Astonishment, quickly masked, betrayed itself in Avon's   
expression. Blake had to clamp his own dismayed response at the   
smuggler's callous proposal, however suitable to the crime it might   
be. "Honor among thieves?" he queried softly.

Jenna bristled. "Professional courtesy's more like it."

"I told you," Vila said with a nervous glance at Avon. "In   
the beginning, on the _London._ We should have killed him when we   
had the chance."

"You're brave as ever." Gan had finally found a voice, and   
used it to chide his friend. "When there are enough guns around to   
back you up, that is."

A persistent Jenna overrode the comment. "My friend won't ask   
any awkward questions. She owes me a rather large favor. And   
there's--"

Blake quelled her with a curt gesture. He had been watching   
Avon's face throughout the proceedings, certain that despite the   
detached mask, he had seen arrogance give way to uncertainty, and   
pride to something he could only have guessed might be fear.

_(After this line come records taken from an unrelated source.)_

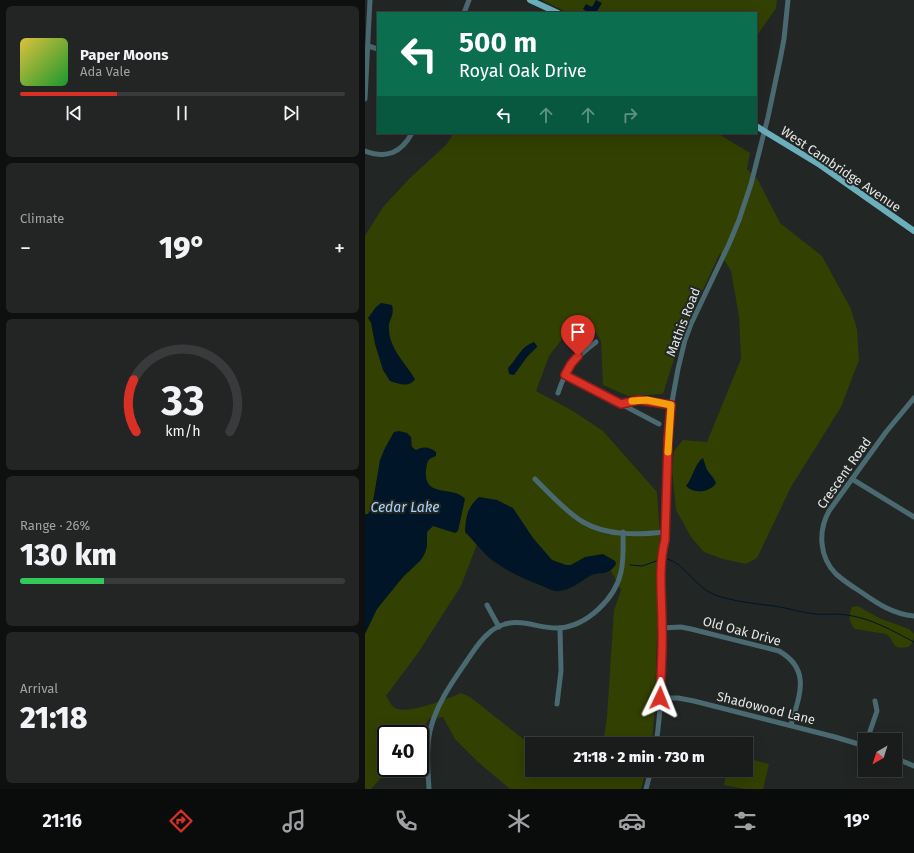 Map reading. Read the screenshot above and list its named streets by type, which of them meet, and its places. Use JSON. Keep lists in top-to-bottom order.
{
  "streets": {
    "main road": ["West Cambridge Avenue"],
    "street": [
      "Mathis Road",
      "Crescent Road",
      "Old Oak Drive",
      "Shadowood Lane"
    ]
  },
  "crossings": [
    ["West Cambridge Avenue", "Mathis Road"],
    ["Mathis Road", "Old Oak Drive"],
    ["Mathis Road", "Shadowood Lane"],
    ["Old Oak Drive", "Shadowood Lane"]
  ],
  "water": ["Cedar Lake"],
  "north": "bottom left",
  "page": {
    "turn": ["500 m", "Royal Oak Drive"],
    "song": ["Paper Moons", "Ada Vale"],
    "tile": [
      "Climate",
      ["Range · 26%", "130 km"],
      ["Arrival", "21:18"]
    ],
    "heat": ["−", "19°", "+"],
    "limit": "40",
    "trip": "21:18 · 2 min · 730 m",
    "tabs": ["21:16", "19°"],
    "gauge": ["33", "km/h"]
  }
}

Somehow it was reassuring to know that even Avon had his Achilles   
heel. He steeled himself to meet the computer tech's gaze head-on.   
"All right, Avon. Suppose you tell us what we're to do with   
you?"

The black eyes glared at him, but for the first time in   
Blake's experience, Kerr Avon was without an answer.   
Blake wished the same could be said for the rest of his crew.

"We could maroon him," Vila suggested, "on a neutral planet   
somewhere. Saves us the risk of trusting a bounty hunter."

"Broker," Jenna corrected.

"Marooning's no good anyway," Gan put in, concern edging his   
soft voice. "He'd never survive an uncivilized planet, and on a   
populated one he'd be recognized."

Vila snorted. "There are neutral planets."

"The price on our heads is a million apiece, Vila," Blake   
reminded him acridly. "Nobody's that neutral."

Gan had apparently not finished rebuking the thief, either.   
"Anyway," he said, "it seems to me you're awfully anxious to   
condemn the man without a trial."

Vila's scowl spoke volumes. "Better than he wanted to give   
us," he grumbled. "This is all the trial he deserves."

At that, Avon's disdain reasserted itself at last. "Very   
impressive," he snarled at Blake. "Is this your idea of exemplary   
crew? Prison rabble's finest?"

Jenna glared at him. "I didn't hear you denying the charges.   
You'd do anything to take this ship -- anything at all."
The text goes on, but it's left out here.